If the binary data is of a content type that Datavolo UI can visualize, it will be presented in a new browser tab.

Close the newly opened browser tab when done reviewing the content.

The View and Download options are also available if you select View Details from the vertical ellipsis via the buttons at the bottom of the Content Claim section of the FlowFile pop-up window that surfaces.

Routing options

With FlowFiles containing a reference to some binary content (such as the files we have been retrieving so far) AND attribute key-value pairs it is easy to imagine that making decisions on how a particular FlowFile is processed could depend on information in the content and/or the attributes.

For this initial flow we have to make decisions around the type of underlying content (i.e. text file or not) as well as the size of each. At first, that might suggest we need to start making routing decisions based on the binary content itself. Fortunately, there are attributes that already provide us with an easier way to answer these questions.

Route on attribute

Let's review the documentation for the RouteOnAttribute processor that is already in our flow.

Pull up the Edit Processor window for RouteOnAttribute and navigate to the Relationships tab. You will see there is only a single relationship present; unmatched.

The message below the checkboxes suggests that we can provide some logic of our own to make routing decisions.

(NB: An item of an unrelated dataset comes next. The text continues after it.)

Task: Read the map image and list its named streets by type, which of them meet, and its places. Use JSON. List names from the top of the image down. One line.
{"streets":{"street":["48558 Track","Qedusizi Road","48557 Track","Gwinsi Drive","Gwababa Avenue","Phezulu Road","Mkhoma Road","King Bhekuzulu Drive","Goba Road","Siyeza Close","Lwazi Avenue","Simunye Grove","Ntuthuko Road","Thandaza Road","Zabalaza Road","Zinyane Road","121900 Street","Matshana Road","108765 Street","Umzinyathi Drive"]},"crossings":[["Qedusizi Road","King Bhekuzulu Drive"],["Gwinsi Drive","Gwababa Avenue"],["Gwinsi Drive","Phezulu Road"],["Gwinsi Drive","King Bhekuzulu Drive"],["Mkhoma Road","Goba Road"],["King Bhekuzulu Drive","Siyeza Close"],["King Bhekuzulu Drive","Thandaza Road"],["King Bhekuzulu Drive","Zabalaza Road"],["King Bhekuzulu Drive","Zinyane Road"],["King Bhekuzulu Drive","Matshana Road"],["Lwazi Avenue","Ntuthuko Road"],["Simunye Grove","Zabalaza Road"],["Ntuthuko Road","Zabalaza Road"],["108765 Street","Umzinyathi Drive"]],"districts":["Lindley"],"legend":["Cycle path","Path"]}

The documentation confirms this in the Dynamic Properties and Dynamic Relationships sections.

Simply stated this means we can add a custom property and set its value to a user-defined expression that returns a boolean response. Any FlowFile that causes the expression to return true will then be routed down a dynamic relationship named after the custom property.

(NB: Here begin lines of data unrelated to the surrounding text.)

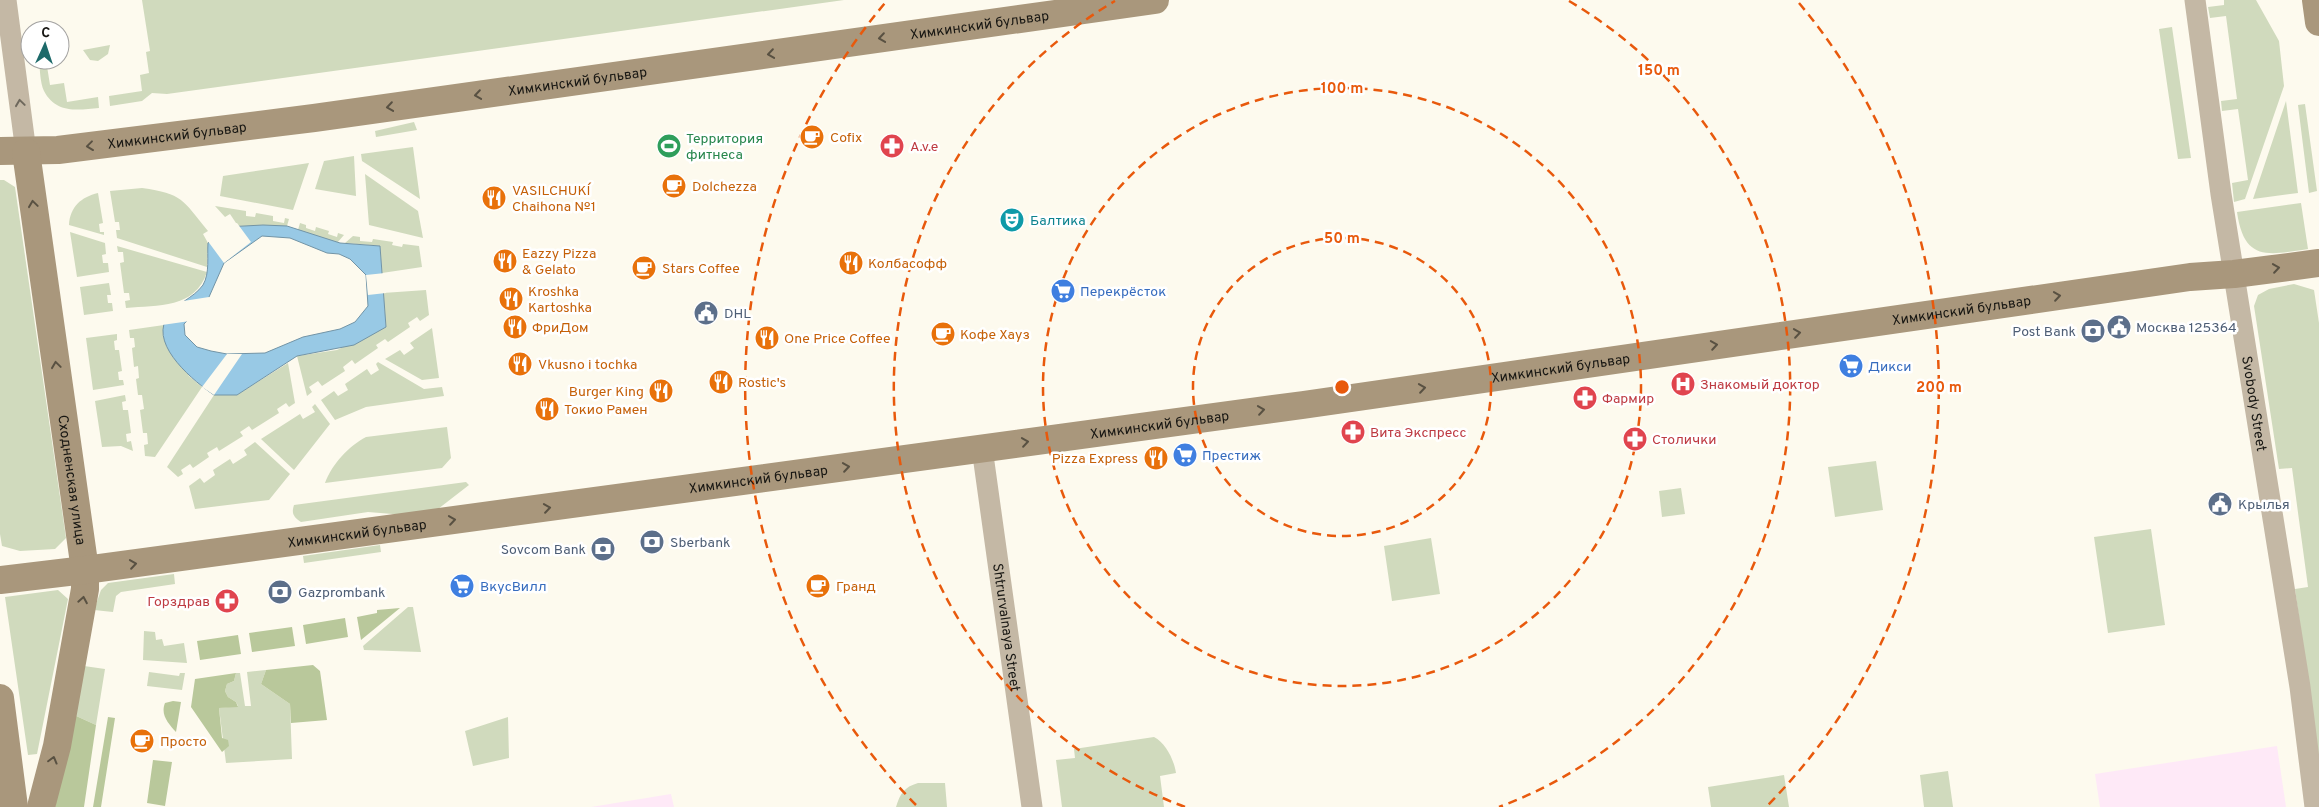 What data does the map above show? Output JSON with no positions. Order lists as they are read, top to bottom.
{
  "streets": {
    "main road": ["Химкинский бульвар", "Сходненская улица"],
    "street": ["Svobody Street", "Shtrurvalnaya Street"]
  },
  "crossings": [
    ["Химкинский бульвар", "Svobody Street"],
    ["Химкинский бульвар", "Сходненская улица"],
    ["Химкинский бульвар", "Shtrurvalnaya Street"]
  ],
  "one_way": ["Сходненская улица"],
  "places": {
    "cafe": [
      "Cofix",
      "Dolchezza",
      "Stars Coffee",
      "Кофе Хауз",
      "Гранд",
      "Просто"
    ],
    "sports": ["Территория фитнеса"],
    "pharmacy": [
      "A.v.e",
      "Фармир",
      "Вита Экспресс",
      "Столички",
      "Горздрав"
    ],
    "restaurant": [
      "VASILCHUKÍ Chaihona №1",
      "Eazzy Pizza & Gelato",
      "Колбасофф",
      "Kroshka Kartoshka",
      "ФриДом",
      "One Price Coffee",
      "Vkusno i tochka",
      "Rostic's",
      "Burger King",
      "Токио Рамен",
      "Pizza Express"
    ],
    "theatre": ["Балтика"],
    "supermarket": [
      "Перекрёсток",
      "Дикси",
      "Престиж",
      "ВкусВилл"
    ],
    "public building": ["DHL", "Москва 125364", "Крылья"],
    "bank": [
      "Post Bank",
      "Sberbank",
      "Sovcom Bank",
      "Gazprombank"
    ],
    "hospital": ["Знакомый доктор"]
  },
  "north": "top",
  "rings": [
    "150 m",
    "100 m",
    "50 m",
    "200 m"
  ]
}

For our initial routing decision, our requirements tell us to "filter out any non-text file for additional investigation". Let's tackle the implementation for this step-by-step.

Determine criteria

Back in the List Queue screen, click on the vertical ellipsis to the far right of one of the FlowFiles and select View Details.

Navigate to the Attributes table and find the filename attribute. Notice the file name has an extension. Likely your's shows .txt as below, but not guaranteed.

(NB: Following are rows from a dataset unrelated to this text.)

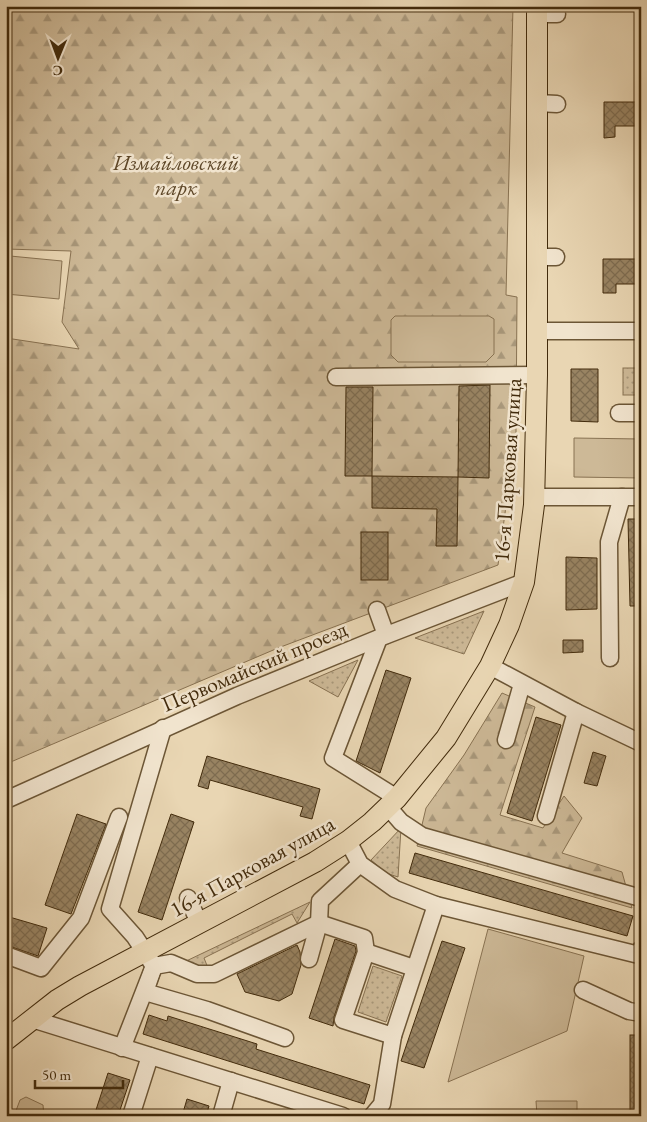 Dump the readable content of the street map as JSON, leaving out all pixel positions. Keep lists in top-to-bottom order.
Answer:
{
  "streets": {
    "main road": ["16-я Парковая улица"],
    "street": ["Первомайский проезд"]
  },
  "crossings": [
    ["16-я Парковая улица", "Первомайский проезд"]
  ],
  "parks": ["Измайловский парк"],
  "scale_bar": "50 m",
  "north": "bottom"
}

Next, we will write an expression that determines if the anticipated file extension is present.

Dynamic property

In the Properties tab of Edit Processor for the RouteOnAttribute processor, click on the + sign at the top right of the list of properties.

Enter isText in the Property Name field that surfaces in the Add Property pop-up window.

Click Ok to save it.

Expression language

You will automatically be routed into the property editor for this new dynamic (i.e. custom) property. Enter the following string into the editor.

${filename:endsWith('.txt')}

Click Ok to save the expression language and you will then see the new isText property listed.

Routing strategy

Click on the value for the only required property, Routing Strategy, and its options are presented in the Value pulldown menu. The information in the tooltips that surface also help in explaining the options.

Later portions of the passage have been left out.